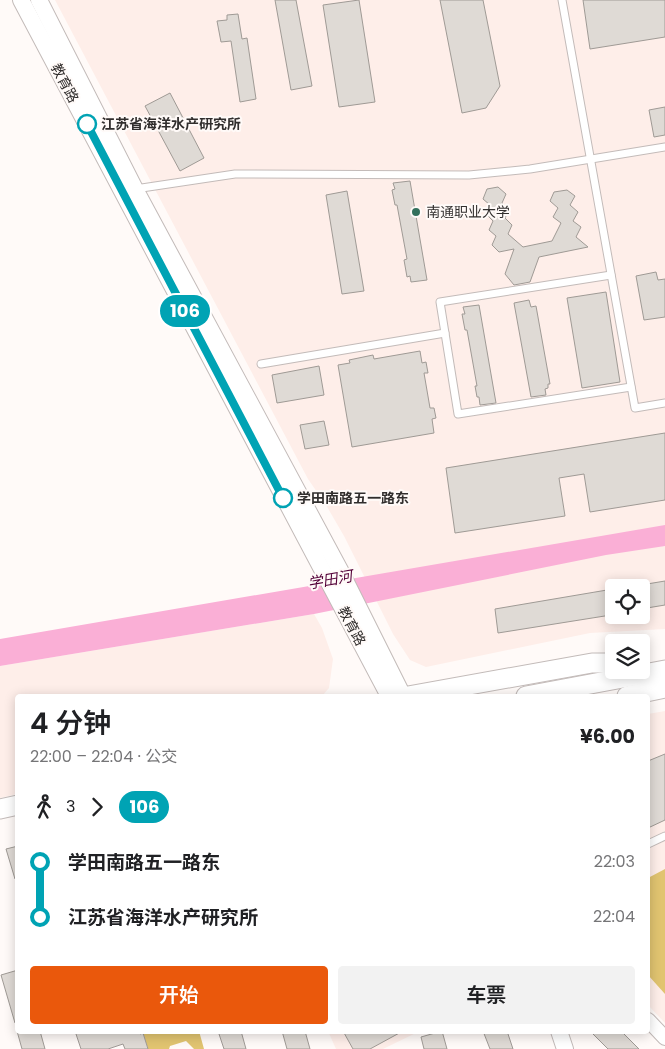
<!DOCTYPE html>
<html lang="zh">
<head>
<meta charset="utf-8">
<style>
  body { margin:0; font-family:Poppins,"Noto Sans SC",sans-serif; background:#f2f2f2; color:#202124; height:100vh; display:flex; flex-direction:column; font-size:19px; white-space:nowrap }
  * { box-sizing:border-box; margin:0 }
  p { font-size:16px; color:#757577 }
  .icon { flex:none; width:28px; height:28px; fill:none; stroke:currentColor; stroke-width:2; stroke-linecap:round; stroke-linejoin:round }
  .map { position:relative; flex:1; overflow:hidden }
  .details { position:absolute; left:15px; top:694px; width:635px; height:340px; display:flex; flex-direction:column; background:#fff; border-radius:5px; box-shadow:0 2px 12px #0003 }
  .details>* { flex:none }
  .badge { padding:0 10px; border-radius:16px; font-size:18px; line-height:32px }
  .fabs { position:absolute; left:605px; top:579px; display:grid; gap:10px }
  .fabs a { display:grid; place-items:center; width:45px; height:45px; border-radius:5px; background:#fff; box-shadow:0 2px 12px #0003; font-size:25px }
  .map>.badge { position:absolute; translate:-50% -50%; box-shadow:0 0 0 2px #fff }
  .legs { display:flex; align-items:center; gap:8px; height:55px; padding:0 15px; font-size:16px }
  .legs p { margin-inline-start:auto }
  .summary { display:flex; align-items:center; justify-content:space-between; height:85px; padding:0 15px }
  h1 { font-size:28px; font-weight:600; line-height:38px }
  .cta { display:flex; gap:10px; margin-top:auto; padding:10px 15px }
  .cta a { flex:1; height:58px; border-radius:5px; background:#ea580c; color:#fff; font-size:20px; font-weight:600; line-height:58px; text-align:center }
  .cta a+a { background:#f2f2f2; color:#202124 }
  ul { padding:0 15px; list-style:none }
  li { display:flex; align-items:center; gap:18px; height:55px; font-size:19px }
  li i { display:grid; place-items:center; width:8px; height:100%; margin:0 6px; background:currentColor }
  li i::after { content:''; width:12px; height:12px; margin:-6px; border:4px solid; border-radius:50%; background:#fff }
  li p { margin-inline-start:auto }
  li:first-child i { background:linear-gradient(#0000 50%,currentColor 0) }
  li:last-child i { background:linear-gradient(currentColor 50%,#0000 0) }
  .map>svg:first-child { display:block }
  .built { fill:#feeee9; fill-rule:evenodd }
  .green { fill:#e1c470 }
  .water { fill:#faafd6 }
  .building { fill:#dfdad5; stroke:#9f9a95 }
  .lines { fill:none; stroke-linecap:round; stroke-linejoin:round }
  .service-casing { stroke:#c3bbb9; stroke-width:9 }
  .minor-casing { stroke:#c3bbb9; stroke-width:16 }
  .tertiary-casing { stroke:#c3bbb9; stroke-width:18 }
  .secondary-casing { stroke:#c3bbb9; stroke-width:21 }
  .service { stroke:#fff; stroke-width:7 }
  .minor { stroke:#fff; stroke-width:14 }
  .tertiary { stroke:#fff; stroke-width:16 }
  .secondary { stroke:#fff; stroke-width:19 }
  .line-1-casing { stroke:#fff; stroke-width:11 }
  .line-1 { stroke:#00a3b4; stroke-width:8 }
  .stop-1-dot { fill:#fff; stroke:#00a3b4; stroke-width:2.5 }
  .poi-dot { fill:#33705c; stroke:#fffaf8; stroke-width:2 }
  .labels { text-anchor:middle; stroke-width:4; stroke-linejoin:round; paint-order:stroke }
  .street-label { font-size:14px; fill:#312e2d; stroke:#fffaf8 }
  .stop-label { font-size:14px; font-weight:bold; fill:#312e2d; stroke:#fffaf8; text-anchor:start }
  .poi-label { font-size:14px; fill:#312e2d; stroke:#fffaf8; text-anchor:start }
  .water-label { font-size:15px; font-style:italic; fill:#530038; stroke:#fffaf8 }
</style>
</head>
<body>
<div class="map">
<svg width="665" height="1049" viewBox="0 0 665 1049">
  <rect width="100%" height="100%" fill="#fffaf8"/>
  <g class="built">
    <path d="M55,0H665V629L590,633L426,667L410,660L393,634L344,536L326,505L308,479ZM614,588H641V615H614Z"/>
    <polygon points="314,614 322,628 333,659 329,688 322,696 18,696 17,794 0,798 0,666"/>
    <polygon points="665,711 665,1023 648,1005 648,714"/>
    <polygon points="328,1031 420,1031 383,1049 336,1049"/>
  </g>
  <g class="green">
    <polygon points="665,869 665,994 648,975 648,878"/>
    <polygon points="139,1031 199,1031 204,1049 194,1049 186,1041 170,1046 169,1049 148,1049 143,1033 140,1034"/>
  </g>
  <polygon class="water" points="665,525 665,546 606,555 314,614 0,666 0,639"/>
  <g class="building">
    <polygon points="275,0 296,0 312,86 291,90"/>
    <polygon points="359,0 375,102 339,107 323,5"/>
    <polygon points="440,0 483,0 500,86 486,108 462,113"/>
    <polygon points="583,0 665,0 665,37 590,49"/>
    <polygon points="238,14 242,39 247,38 256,99 240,102 231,41 221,42 217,21 227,20 227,15"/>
    <polygon points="170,93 204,158 180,171 145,106"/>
    <polygon points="665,107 665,135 654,137 649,110"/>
    <polygon points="410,181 427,280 411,282 410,276 407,277 404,260 407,259 397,205 395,205 392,190 395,189 393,183"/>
    <polygon points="498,187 506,194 502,203 509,210 505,218 512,225 508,234 523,247 552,241 561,223 553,217 558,208 550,201 554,192 567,190 575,196 570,205 578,212 573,221 581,227 576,237 588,247 539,257 530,282 514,285 505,274 514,249 499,252 492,245 496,236 489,230 493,221 486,214 490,205 483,199 487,189"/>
    <polygon points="347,191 364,291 342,294 326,195"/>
    <polygon points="656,272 658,280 665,279 665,317 644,320 636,276"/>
    <polygon points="606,292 620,382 582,388 567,298"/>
    <polygon points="529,300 531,307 536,306 550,384 548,384 548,388 545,389 546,395 531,397 514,303"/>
    <polygon points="479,305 496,403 480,405 479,397 477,397 475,386 477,386 467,330 465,330 462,314 465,314 463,307"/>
    <polygon points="420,351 422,363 426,362 428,373 424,373 430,408 434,408 436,418 432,419 434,433 352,447 338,365 350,363 349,360 373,355 374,359"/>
    <polygon points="319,366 324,395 277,403 272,375"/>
    <polygon points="324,421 329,445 305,449 300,425"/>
    <polygon points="665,433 665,500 590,512 584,474 559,478 565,516 455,533 446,468"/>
    <polygon points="665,581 665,605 641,609 641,585"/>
    <polygon points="607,590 611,615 498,633 495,609"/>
    <polygon points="665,754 665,820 648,828 648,761"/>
    <polygon points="18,846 18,879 15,879 6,849"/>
    <polygon points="18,970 18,1022 15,1023 1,975"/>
    <polygon points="17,1031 40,1031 45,1049 22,1049"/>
    <polygon points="75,1031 139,1031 140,1034 143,1033 148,1049 125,1049 123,1044 108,1049 81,1049"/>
    <polygon points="218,1031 241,1031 246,1049 224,1049"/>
    <polygon points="282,1031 305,1031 310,1049 287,1049"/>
    <polygon points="343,1031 403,1031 370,1049 353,1049"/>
    <polygon points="442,1031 447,1049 424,1049 421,1037"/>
    <polygon points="483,1031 507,1031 513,1049 490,1049"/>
    <polygon points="590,1031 621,1031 639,1049 608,1049"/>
  </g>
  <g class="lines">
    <g class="service-casing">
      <g id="service">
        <polyline points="562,0 635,408 665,403"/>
        <polyline points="135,189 235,174 469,175 530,169 665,147"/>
        <polyline points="611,275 440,302 458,414 631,387"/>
        <polyline points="261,364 445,333"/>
        <polyline points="648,844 665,836"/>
      </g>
    </g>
    <g class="minor-casing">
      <polyline id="minor" points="648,1020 665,1038"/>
    </g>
    <g class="tertiary-casing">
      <g id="tertiary">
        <polyline points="21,0 389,696"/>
        <polyline points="39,0 135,189 341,572 403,696"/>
        <polyline points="559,1031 565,1049"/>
      </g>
    </g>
    <g class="secondary-casing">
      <g id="secondary">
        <polyline points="408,696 592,663 614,663"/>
        <polyline points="526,696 665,670"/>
        <polyline points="627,696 665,688"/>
        <polyline points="0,809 18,805"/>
      </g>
    </g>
    <use href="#service" class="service"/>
    <use href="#minor" class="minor"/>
    <use href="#tertiary" class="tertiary"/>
    <use href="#secondary" class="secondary"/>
  </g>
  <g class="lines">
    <g class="line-1-casing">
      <polyline id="line-1" points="87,124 283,498"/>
    </g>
    <use href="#line-1" class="line-1"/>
  </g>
  <g class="stop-1-dot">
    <circle cx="87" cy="124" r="9"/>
    <circle cx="283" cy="498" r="9"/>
  </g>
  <circle class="poi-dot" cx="416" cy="212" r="5"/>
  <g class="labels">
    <g class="street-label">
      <text transform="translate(65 83) rotate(62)" y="5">教育路</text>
      <text transform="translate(352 626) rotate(62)" y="5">教育路</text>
    </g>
    <g class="stop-label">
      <text x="101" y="129">江苏省海洋水产研究所</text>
      <text x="297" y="503">学田南路五一路东</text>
    </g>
    <g class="poi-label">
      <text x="426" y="217">南通职业大学</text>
    </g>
    <g class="water-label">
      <text transform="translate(330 580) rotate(-10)" y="5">学田河</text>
    </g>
  </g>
</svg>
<div class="fabs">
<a><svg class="icon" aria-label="locate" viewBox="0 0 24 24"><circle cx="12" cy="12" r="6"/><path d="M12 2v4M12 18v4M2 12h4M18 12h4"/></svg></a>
<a><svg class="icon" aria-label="layers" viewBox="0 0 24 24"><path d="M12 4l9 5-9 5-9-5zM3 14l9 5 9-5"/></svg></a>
</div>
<b class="badge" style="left:185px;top:311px;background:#00a3b4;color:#fff">106</b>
<section class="details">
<div class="summary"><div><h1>4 分钟</h1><p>22:00 – 22:04 · 公交</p></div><b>¥6.00</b></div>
<div class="legs"><svg class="icon" aria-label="walk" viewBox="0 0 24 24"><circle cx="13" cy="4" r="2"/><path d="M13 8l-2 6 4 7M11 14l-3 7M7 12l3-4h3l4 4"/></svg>3<svg class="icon" aria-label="forward" viewBox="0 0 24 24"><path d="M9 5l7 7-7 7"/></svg><b class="badge" style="background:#00a3b4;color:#fff">106</b></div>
<ul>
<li><i style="color:#00a3b4"></i><b>学田南路五一路东</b><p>22:03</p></li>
<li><i style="color:#00a3b4"></i><b>江苏省海洋水产研究所</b><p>22:04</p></li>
</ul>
<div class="cta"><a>开始</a><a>车票</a></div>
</section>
</div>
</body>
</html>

> [Assignment] Within the entries above, find every line where the string "linecap" occurs, and copy it.

> [Result of this exercise]
  .icon { flex:none; width:28px; height:28px; fill:none; stroke:currentColor; stroke-width:2; stroke-linecap:round; stroke-linejoin:round }
  .lines { fill:none; stroke-linecap:round; stroke-linejoin:round }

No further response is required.